Ingatkah kita, ketika ingin beristirahat di akhir pekan, sekadar merebahkan badan melepas penat dan kantuk. Istirahat dulu, setelah itu semangat kejar target tilawah. Awalnya, hanya tertidur satu hingga dua jam. Namun karena kalah oleh gravitasi kasur, seketika kita memilih tidur kembali. Hingga melalaikan tugas di rumah atau pekerjaan yang masih belum selesai (yang diniatkan dikerjakan di akhir pekan). Jangankan tilawah, bahkan shalat lima waktu pun terlalaikan.
Ingatkah kita, ketika puasa mengajarkan untuk mengendalikan hawa nafsu kita. Namun, setelah azan Maghrib berkumandang, kita malah berubah drastis. Seketika pengendalian rasa lapar dan haus selama sehari hilang berubah menjadi ‘semangat buas’ untuk melahap habis segala makanan dan minuman yang tersedia di depan mata. Salat Maghrib ditunda karena belum puas dengan santapan yang ada, lalu saat salat Isya dan Tarawih sudah kekenyangan tetapi sulit (malas) bergerak seolah tak ada tenaga.

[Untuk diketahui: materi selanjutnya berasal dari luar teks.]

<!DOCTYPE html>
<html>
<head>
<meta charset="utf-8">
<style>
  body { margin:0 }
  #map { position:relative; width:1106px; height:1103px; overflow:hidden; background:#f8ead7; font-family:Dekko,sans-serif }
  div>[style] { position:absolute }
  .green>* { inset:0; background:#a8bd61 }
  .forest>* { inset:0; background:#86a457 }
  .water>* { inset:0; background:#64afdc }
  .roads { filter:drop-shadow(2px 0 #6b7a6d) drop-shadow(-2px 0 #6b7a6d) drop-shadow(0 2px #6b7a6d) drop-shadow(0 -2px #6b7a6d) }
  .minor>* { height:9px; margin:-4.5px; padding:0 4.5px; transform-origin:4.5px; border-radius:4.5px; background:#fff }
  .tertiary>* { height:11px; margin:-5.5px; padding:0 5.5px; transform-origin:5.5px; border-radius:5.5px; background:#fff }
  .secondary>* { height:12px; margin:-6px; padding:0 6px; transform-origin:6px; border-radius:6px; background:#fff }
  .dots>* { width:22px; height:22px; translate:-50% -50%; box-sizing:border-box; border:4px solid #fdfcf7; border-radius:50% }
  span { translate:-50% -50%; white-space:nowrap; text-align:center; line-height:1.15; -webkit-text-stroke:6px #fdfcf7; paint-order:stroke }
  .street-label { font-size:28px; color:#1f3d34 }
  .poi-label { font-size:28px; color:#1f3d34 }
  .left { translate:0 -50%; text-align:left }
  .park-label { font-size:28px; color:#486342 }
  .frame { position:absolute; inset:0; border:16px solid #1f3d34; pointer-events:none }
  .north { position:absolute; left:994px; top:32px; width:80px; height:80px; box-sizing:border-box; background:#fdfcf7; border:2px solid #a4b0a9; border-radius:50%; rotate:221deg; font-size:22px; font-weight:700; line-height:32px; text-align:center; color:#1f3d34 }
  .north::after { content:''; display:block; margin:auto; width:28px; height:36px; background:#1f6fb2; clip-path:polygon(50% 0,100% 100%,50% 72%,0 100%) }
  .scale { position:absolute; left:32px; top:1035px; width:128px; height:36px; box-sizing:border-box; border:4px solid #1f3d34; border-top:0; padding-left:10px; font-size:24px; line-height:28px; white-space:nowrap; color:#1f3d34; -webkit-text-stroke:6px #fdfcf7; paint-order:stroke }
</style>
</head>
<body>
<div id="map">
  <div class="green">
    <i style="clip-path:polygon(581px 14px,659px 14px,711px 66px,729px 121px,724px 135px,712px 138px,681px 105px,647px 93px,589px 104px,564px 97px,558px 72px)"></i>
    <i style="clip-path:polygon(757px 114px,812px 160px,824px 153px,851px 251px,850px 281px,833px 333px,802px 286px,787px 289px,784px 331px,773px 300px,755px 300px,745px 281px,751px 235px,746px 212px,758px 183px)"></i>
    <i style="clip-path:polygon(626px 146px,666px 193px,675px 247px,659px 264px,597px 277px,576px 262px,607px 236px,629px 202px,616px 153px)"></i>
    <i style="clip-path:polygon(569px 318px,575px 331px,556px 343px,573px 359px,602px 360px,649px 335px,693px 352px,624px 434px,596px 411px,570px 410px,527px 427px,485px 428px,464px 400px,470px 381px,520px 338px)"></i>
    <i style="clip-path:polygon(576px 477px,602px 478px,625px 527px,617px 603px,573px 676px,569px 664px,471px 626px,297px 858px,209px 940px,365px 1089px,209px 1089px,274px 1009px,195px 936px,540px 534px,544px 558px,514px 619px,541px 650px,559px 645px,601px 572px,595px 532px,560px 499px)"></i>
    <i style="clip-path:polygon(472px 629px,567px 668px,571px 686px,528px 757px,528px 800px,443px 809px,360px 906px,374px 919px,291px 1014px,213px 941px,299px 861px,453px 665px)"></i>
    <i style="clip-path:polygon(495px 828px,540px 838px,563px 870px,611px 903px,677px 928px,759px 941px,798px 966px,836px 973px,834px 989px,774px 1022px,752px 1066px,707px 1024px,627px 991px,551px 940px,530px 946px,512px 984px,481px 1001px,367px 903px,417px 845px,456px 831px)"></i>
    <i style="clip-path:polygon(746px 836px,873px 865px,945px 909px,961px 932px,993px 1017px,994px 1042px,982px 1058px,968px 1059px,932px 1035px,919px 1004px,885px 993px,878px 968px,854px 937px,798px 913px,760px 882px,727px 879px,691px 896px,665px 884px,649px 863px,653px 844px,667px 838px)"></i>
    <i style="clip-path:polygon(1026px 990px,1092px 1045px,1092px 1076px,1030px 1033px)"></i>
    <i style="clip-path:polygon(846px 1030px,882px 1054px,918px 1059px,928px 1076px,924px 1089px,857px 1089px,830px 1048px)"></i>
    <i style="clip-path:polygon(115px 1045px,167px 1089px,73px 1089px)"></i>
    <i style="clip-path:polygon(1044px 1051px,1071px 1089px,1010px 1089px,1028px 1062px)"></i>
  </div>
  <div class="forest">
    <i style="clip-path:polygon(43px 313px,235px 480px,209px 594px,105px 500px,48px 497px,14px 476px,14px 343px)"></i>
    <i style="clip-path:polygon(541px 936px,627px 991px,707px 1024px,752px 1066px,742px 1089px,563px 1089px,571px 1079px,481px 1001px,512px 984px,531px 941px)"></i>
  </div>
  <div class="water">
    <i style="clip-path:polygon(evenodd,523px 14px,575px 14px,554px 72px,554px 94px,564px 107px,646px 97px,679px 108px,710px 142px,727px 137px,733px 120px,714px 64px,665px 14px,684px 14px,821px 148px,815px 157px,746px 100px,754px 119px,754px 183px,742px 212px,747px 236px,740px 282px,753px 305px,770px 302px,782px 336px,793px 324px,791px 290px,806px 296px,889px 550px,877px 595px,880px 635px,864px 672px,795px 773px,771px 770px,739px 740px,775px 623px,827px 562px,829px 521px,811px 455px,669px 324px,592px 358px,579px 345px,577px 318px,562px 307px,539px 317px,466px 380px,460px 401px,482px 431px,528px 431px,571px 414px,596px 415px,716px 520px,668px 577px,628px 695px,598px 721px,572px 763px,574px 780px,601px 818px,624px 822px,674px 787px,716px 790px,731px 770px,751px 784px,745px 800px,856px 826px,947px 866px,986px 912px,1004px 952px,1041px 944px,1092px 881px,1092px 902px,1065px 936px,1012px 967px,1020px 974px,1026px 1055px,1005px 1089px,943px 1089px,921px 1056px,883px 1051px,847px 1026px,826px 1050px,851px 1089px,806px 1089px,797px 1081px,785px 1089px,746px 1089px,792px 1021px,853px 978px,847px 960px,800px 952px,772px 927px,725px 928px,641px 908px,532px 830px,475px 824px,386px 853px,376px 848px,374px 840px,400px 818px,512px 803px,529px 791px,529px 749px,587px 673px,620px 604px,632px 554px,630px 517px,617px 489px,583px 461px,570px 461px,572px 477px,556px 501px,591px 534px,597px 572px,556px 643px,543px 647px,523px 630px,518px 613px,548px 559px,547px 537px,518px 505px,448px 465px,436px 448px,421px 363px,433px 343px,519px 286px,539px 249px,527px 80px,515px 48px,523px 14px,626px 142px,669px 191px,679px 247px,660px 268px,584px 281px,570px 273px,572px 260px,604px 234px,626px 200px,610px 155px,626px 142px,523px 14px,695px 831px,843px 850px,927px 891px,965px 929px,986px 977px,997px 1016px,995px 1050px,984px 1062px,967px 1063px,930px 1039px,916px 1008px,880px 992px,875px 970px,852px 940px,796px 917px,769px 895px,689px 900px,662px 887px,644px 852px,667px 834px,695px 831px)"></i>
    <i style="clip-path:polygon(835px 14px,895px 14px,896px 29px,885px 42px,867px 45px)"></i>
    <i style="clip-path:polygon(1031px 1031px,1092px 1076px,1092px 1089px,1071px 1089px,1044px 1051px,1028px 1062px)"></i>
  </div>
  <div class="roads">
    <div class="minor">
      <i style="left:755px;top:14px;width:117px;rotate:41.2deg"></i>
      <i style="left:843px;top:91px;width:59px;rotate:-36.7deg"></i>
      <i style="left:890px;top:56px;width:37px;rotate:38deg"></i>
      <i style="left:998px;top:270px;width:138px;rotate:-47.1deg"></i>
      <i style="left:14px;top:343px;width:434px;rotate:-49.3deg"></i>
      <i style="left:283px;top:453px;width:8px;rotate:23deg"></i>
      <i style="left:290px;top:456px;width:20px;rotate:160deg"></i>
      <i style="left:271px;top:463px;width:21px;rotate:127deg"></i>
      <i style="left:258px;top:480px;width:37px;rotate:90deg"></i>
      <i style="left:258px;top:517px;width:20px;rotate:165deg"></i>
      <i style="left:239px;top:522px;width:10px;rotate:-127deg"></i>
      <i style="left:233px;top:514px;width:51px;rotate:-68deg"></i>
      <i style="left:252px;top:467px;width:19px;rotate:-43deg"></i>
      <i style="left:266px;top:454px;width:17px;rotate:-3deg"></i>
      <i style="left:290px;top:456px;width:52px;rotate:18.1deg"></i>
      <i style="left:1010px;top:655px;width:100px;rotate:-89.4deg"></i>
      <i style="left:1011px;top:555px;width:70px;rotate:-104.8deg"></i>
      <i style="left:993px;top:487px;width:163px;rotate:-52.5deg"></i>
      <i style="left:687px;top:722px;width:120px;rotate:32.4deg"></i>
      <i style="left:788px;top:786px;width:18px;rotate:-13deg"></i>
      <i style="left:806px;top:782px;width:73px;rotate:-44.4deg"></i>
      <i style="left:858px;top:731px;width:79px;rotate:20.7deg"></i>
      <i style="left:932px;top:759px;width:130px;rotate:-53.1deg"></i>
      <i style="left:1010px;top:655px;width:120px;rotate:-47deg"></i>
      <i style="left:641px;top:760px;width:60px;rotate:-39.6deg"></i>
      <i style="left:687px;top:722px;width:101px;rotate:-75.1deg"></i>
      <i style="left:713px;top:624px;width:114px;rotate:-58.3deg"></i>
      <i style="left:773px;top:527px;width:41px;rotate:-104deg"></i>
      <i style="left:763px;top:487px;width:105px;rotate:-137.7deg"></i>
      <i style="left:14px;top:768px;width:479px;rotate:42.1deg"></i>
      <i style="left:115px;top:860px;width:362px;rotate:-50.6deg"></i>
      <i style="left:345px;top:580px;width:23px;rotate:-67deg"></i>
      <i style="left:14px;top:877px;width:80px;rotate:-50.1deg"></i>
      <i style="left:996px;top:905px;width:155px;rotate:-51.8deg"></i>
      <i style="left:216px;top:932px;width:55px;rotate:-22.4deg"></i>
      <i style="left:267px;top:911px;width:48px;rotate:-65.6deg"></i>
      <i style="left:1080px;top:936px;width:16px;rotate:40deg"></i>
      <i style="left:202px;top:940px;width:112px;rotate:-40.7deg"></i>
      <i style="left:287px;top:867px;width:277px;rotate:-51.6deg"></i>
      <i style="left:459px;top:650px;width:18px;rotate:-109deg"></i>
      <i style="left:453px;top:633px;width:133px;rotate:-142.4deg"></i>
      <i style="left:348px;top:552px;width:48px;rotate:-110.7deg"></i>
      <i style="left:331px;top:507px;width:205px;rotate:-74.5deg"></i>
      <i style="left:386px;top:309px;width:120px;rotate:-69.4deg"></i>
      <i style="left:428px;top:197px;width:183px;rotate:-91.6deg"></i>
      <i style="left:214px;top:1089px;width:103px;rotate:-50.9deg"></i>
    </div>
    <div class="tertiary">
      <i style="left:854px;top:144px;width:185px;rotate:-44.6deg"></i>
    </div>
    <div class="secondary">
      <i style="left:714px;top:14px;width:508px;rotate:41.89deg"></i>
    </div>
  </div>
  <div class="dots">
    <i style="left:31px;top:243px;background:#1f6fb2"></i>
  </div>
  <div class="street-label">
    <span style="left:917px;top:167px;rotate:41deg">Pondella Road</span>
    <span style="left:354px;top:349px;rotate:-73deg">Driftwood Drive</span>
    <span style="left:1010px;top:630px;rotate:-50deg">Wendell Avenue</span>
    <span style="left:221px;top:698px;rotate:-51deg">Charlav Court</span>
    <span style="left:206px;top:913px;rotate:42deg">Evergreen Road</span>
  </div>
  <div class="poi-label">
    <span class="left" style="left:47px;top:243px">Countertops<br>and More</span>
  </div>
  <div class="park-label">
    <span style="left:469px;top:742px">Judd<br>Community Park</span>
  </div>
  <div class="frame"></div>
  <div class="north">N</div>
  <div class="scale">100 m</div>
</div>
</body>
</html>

Ingatkah kita, sesungguhnya kematian itu pasti. Belum tentu kita akan bertemu Ramadan kembali di masa yang akan datang. Oleh sebab itu, ‘Untuk Diriku’, ingatlah cukuplah kematian menjadi nasihat. Maka segeralah berbenah dan bertaubat. Tidak perlu menunggu Ramadan untuk menjadi baik. Teruslah memperbaiki sejak kamu membaca tulisan ini. Ketika Allah mengizinkanmu ‘melewati sebelas bulan yang akan datang’, bertemu dengan bulan Ramadan kembali, maka ingatlah pesan hari ini diriku. Jangan sampai engkau mengulang kelalaian yang sama dari tahun sebelumnya. Muliakanlah Ramadan dengan memaksimalkan amal kebaikan sehingga kita dapat menjadi golongan orang-orang yang bertakwa.